(Stored items)
◆ ◆ ◆ ◆
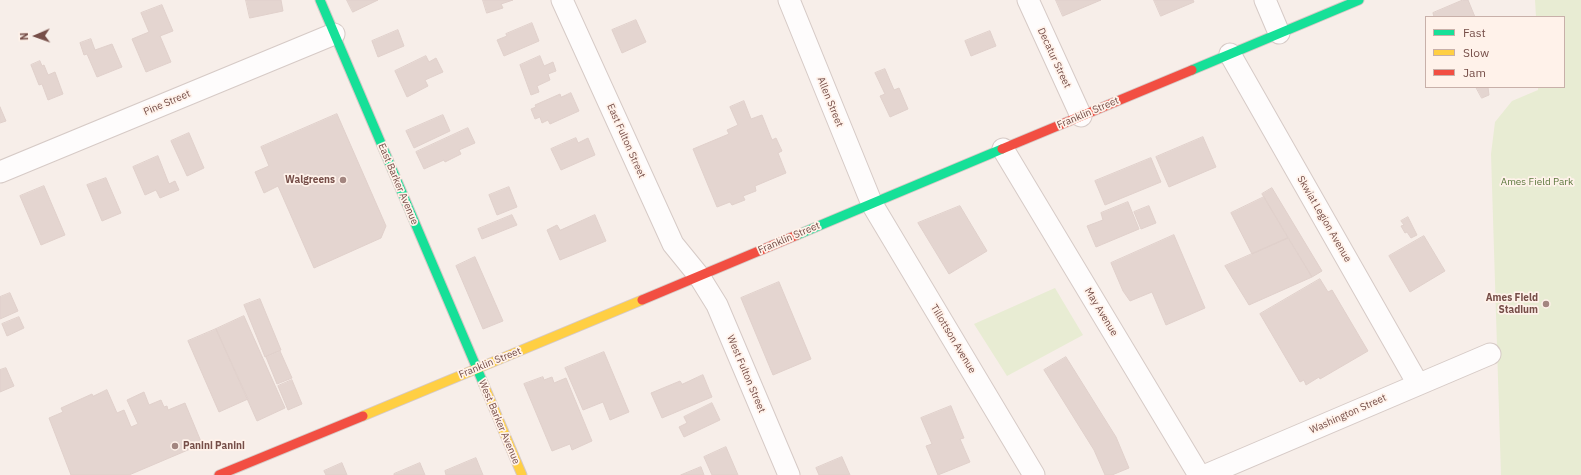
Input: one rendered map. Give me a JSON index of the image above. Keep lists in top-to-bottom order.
{
  "streets": {
    "main road": ["Franklin Street", "East Barker Avenue", "West Barker Avenue"],
    "street": [
      "Decatur Street",
      "Allen Street",
      "Pine Street",
      "East Fulton Street",
      "Skwiat Legion Avenue",
      "May Avenue",
      "Tillottson Avenue",
      "West Fulton Street",
      "Washington Street"
    ]
  },
  "crossings": [
    ["Decatur Street", "Franklin Street"],
    ["Allen Street", "Franklin Street"],
    ["Allen Street", "Tillottson Avenue"],
    ["Pine Street", "East Barker Avenue"],
    ["Franklin Street", "East Fulton Street"],
    ["Franklin Street", "East Barker Avenue"],
    ["Franklin Street", "Skwiat Legion Avenue"],
    ["Franklin Street", "May Avenue"],
    ["Franklin Street", "Tillottson Avenue"],
    ["Franklin Street", "West Fulton Street"],
    ["Franklin Street", "West Barker Avenue"],
    ["East Fulton Street", "West Fulton Street"],
    ["East Barker Avenue", "West Barker Avenue"],
    ["Skwiat Legion Avenue", "Washington Street"]
  ],
  "parks": ["Ames Field Park"],
  "places": ["Walgreens", "Ames Field Stadium", "Panini Panini"],
  "legend": ["Fast", "Slow", "Jam"],
  "north": "left"
}
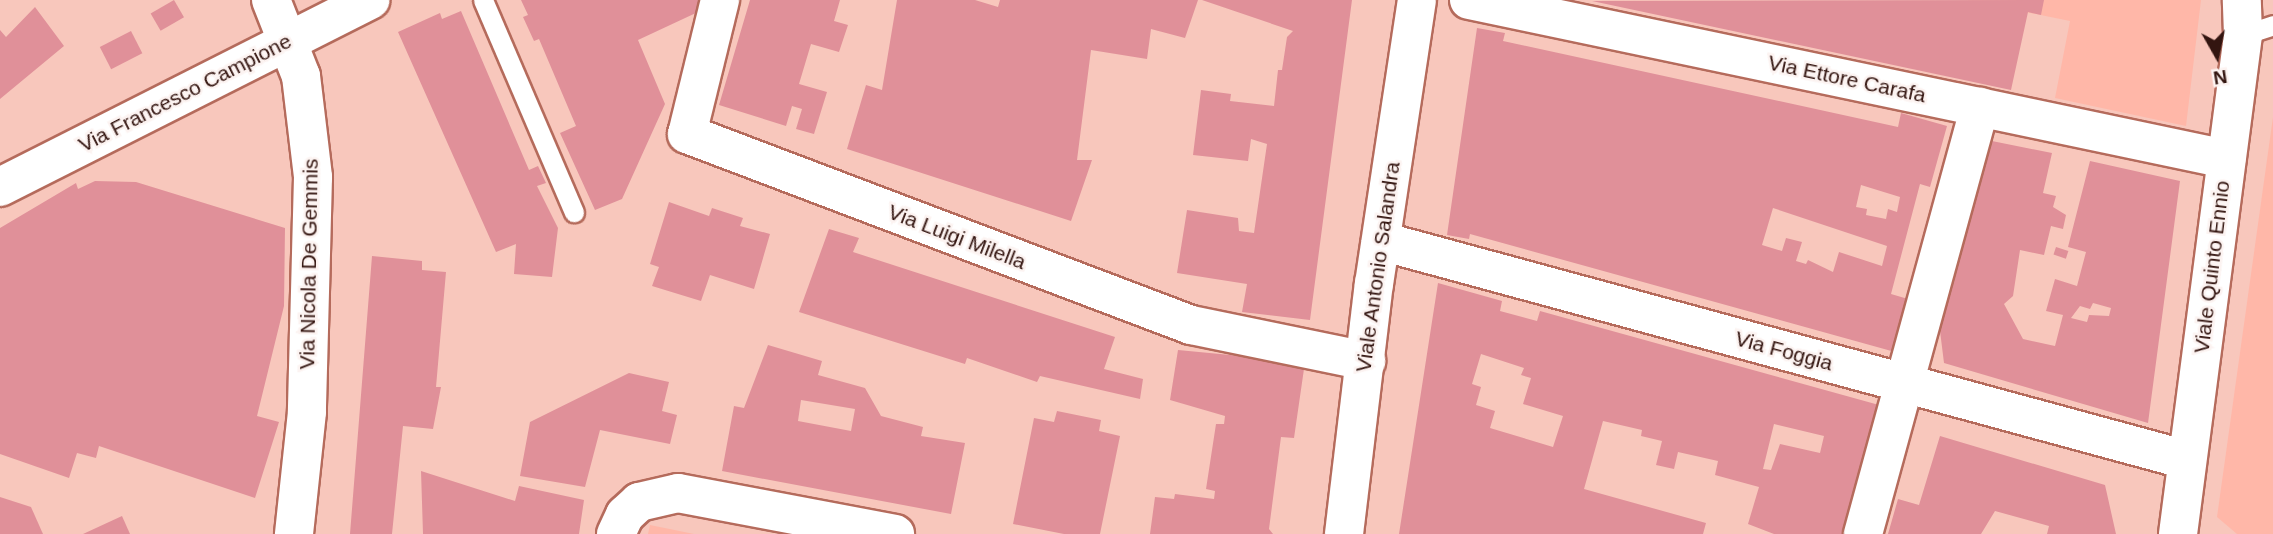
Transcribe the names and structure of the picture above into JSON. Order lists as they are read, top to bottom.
{
  "streets": {
    "street": [
      "Via Ettore Carafa",
      "Via Francesco Campione",
      "Via Luigi Milella",
      "Via Nicola De Gemmis",
      "Viale Antonio Salandra",
      "Viale Quinto Ennio",
      "Via Foggia"
    ]
  },
  "crossings": [
    ["Via Ettore Carafa", "Viale Quinto Ennio"],
    ["Via Francesco Campione", "Via Nicola De Gemmis"],
    ["Via Luigi Milella", "Viale Antonio Salandra"],
    ["Viale Antonio Salandra", "Via Foggia"],
    ["Viale Quinto Ennio", "Via Foggia"]
  ],
  "north": "bottom"
}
◆ ◆ ◆ ◆
Your answer must be the line with "Transcribe the names" and all lines after it through the final line of the entries, copied exactly and with nothing added.

## Task answer
Transcribe the names and structure of the picture above into JSON. Order lists as they are read, top to bottom.
{
  "streets": {
    "street": [
      "Via Ettore Carafa",
      "Via Francesco Campione",
      "Via Luigi Milella",
      "Via Nicola De Gemmis",
      "Viale Antonio Salandra",
      "Viale Quinto Ennio",
      "Via Foggia"
    ]
  },
  "crossings": [
    ["Via Ettore Carafa", "Viale Quinto Ennio"],
    ["Via Francesco Campione", "Via Nicola De Gemmis"],
    ["Via Luigi Milella", "Viale Antonio Salandra"],
    ["Viale Antonio Salandra", "Via Foggia"],
    ["Viale Quinto Ennio", "Via Foggia"]
  ],
  "north": "bottom"
}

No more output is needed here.